WHAT NEEDS TO BE DONE –
Below are some entries. Copy each line in them that holds "scale".

[Stored data]

+ + +

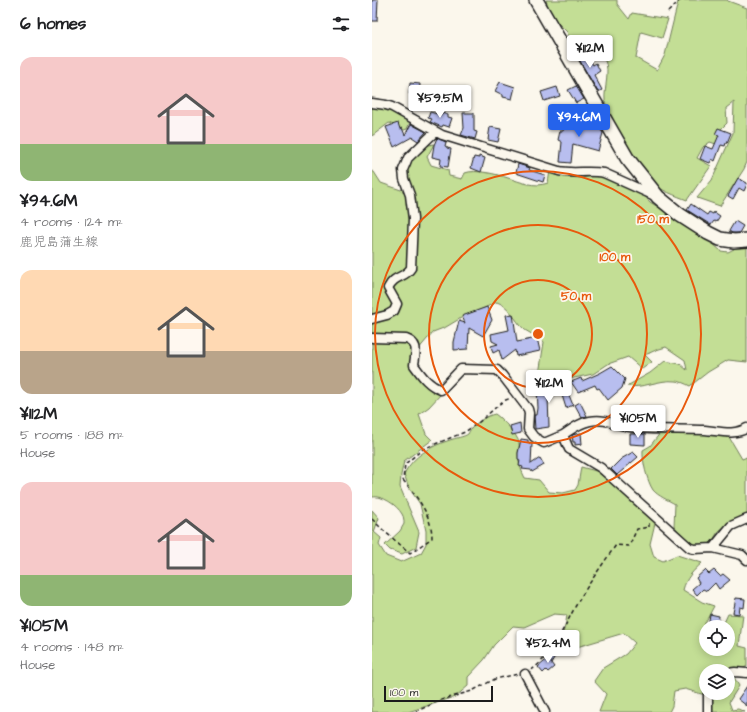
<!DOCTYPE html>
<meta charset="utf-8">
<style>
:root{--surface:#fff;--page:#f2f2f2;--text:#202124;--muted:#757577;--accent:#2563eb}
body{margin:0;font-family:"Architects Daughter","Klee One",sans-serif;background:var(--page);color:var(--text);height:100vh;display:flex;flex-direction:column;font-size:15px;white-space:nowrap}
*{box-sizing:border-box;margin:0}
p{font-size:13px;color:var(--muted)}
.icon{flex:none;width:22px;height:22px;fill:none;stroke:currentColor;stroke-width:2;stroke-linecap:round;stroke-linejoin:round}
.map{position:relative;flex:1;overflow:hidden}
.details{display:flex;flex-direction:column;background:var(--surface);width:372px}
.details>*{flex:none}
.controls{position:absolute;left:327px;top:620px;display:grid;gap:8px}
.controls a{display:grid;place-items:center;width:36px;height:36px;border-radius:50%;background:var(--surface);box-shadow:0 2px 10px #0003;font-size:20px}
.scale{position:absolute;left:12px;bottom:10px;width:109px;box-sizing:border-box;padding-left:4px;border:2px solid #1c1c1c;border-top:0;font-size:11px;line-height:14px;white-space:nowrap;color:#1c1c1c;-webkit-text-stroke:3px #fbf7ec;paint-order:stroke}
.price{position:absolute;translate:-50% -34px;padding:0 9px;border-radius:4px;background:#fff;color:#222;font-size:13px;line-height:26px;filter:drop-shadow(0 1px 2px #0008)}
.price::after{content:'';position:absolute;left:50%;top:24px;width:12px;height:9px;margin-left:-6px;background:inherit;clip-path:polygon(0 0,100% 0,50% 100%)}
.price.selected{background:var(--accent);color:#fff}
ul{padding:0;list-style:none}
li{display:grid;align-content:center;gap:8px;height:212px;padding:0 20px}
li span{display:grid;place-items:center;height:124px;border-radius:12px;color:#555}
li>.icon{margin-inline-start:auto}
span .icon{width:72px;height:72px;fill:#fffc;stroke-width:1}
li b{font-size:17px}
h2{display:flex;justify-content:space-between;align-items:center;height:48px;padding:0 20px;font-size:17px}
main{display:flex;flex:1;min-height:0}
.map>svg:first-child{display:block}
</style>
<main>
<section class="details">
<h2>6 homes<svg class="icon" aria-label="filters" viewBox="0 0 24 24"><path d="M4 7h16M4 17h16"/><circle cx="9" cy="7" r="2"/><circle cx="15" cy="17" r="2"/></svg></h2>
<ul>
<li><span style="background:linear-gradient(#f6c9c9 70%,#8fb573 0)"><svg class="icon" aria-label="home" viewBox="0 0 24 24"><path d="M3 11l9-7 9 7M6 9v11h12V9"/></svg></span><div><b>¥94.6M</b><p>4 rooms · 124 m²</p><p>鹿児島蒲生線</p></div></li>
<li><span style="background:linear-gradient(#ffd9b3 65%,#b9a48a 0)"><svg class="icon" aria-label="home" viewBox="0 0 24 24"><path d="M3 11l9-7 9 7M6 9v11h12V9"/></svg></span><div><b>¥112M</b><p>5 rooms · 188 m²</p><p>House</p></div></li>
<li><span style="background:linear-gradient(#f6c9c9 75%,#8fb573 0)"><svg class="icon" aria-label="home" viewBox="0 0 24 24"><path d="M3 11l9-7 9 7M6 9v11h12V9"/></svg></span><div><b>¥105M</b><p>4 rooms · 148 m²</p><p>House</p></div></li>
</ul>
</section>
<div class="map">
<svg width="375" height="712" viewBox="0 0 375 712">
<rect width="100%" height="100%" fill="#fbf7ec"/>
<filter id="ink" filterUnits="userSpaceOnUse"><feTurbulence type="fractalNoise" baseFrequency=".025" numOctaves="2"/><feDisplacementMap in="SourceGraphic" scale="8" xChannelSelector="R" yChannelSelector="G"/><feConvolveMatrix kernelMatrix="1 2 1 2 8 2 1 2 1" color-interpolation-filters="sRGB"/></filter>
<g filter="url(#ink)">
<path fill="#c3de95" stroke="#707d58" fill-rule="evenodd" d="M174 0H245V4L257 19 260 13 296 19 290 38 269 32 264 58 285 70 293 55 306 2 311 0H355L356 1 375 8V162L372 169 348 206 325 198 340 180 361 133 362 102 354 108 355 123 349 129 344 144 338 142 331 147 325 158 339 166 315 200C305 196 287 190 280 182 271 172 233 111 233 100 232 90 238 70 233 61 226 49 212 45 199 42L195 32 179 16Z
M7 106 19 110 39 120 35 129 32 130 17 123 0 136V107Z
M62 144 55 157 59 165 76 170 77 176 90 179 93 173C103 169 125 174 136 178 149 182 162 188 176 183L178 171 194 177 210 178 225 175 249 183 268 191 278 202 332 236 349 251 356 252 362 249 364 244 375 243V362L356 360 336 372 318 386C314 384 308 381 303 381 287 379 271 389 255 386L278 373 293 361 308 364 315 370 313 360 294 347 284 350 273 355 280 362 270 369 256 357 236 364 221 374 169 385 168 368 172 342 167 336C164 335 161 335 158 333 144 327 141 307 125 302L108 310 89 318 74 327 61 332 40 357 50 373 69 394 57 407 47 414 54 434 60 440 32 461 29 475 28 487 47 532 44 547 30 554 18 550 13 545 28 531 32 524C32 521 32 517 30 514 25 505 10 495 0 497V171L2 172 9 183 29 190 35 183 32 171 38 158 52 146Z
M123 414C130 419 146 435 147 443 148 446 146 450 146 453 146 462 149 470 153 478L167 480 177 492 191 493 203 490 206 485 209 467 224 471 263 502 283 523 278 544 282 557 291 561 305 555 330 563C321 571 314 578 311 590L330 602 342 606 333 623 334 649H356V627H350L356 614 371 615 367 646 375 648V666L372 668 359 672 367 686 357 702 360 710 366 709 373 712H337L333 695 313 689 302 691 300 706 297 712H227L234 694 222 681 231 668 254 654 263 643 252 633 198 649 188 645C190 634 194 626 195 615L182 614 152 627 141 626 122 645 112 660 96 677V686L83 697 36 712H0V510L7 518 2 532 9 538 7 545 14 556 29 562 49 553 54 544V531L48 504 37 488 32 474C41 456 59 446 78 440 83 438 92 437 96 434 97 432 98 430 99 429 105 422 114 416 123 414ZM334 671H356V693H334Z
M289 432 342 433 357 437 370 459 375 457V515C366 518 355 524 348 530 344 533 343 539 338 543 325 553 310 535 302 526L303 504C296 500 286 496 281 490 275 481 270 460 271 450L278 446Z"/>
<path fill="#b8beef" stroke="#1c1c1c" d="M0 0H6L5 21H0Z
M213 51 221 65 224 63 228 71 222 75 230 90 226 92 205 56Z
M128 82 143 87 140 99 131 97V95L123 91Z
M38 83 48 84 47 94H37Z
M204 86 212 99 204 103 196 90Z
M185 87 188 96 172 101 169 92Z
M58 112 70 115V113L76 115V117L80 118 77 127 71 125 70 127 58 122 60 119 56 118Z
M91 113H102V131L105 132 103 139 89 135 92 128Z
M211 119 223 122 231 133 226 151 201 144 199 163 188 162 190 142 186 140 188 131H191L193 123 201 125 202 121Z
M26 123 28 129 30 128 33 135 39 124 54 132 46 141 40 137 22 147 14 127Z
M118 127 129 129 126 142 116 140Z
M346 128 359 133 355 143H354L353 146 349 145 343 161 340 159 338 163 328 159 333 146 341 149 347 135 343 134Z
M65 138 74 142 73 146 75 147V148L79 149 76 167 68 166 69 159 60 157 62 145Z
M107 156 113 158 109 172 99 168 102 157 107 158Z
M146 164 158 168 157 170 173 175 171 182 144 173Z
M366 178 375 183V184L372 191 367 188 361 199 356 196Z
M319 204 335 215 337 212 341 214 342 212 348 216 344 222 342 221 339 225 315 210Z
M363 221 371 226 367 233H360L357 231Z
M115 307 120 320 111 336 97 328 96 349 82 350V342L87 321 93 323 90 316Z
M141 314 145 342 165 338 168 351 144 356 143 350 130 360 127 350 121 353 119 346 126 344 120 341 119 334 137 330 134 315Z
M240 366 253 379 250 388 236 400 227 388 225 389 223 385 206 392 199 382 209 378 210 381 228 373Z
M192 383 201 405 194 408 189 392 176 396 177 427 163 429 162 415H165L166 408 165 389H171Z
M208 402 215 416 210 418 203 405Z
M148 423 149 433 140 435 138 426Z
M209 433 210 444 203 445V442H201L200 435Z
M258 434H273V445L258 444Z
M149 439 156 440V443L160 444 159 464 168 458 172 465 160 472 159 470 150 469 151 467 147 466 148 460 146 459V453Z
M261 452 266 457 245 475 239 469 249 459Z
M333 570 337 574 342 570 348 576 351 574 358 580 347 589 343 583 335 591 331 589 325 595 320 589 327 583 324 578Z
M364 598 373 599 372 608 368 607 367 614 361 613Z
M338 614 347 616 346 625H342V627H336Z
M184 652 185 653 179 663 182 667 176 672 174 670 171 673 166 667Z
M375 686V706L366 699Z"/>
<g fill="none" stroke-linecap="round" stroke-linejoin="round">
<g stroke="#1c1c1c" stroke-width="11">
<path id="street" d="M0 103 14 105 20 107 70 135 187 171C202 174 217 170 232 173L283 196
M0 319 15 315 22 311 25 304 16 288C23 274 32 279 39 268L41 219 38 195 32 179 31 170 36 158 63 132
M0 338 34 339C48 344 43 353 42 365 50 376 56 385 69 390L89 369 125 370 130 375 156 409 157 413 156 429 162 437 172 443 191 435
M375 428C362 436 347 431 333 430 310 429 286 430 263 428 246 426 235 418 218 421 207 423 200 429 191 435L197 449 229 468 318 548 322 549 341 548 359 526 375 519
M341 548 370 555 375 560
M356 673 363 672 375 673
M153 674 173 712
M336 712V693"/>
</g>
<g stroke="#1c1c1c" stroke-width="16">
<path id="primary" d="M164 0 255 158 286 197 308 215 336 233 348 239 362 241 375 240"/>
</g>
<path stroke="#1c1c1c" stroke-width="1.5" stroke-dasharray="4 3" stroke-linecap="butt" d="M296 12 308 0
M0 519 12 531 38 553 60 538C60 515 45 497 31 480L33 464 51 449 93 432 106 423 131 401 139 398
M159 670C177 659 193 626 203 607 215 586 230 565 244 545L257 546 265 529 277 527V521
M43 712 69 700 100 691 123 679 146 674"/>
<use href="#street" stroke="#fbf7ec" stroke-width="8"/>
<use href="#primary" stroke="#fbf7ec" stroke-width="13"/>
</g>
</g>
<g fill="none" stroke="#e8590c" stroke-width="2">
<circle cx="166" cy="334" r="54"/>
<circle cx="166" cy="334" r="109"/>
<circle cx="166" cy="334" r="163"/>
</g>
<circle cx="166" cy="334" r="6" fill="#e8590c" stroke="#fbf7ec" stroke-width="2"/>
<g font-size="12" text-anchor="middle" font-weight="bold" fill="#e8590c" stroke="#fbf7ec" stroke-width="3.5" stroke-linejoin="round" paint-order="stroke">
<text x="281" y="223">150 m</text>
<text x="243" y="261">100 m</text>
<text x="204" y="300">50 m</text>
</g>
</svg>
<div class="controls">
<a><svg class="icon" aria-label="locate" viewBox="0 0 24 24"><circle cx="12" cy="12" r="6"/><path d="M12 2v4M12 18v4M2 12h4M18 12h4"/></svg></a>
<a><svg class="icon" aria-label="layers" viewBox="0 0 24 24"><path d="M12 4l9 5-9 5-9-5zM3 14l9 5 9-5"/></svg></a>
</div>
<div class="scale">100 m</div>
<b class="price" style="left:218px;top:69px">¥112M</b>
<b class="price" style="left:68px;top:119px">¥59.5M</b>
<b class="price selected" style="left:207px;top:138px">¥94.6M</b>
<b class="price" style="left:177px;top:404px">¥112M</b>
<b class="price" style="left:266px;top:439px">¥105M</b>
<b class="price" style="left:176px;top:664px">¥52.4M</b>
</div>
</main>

+ + +

WORKED SOLUTION –
.scale{position:absolute;left:12px;bottom:10px;width:109px;box-sizing:border-box;padding-left:4px;border:2px solid #1c1c1c;border-top:0;font-size:11px;line-height:14px;white-space:nowrap;color:#1c1c1c;-webkit-text-stroke:3px #fbf7ec;paint-order:stroke}
<filter id="ink" filterUnits="userSpaceOnUse"><feTurbulence type="fractalNoise" baseFrequency=".025" numOctaves="2"/><feDisplacementMap in="SourceGraphic" scale="8" xChannelSelector="R" yChannelSelector="G"/><feConvolveMatrix kernelMatrix="1 2 1 2 8 2 1 2 1" color-interpolation-filters="sRGB"/></filter>
<div class="scale">100 m</div>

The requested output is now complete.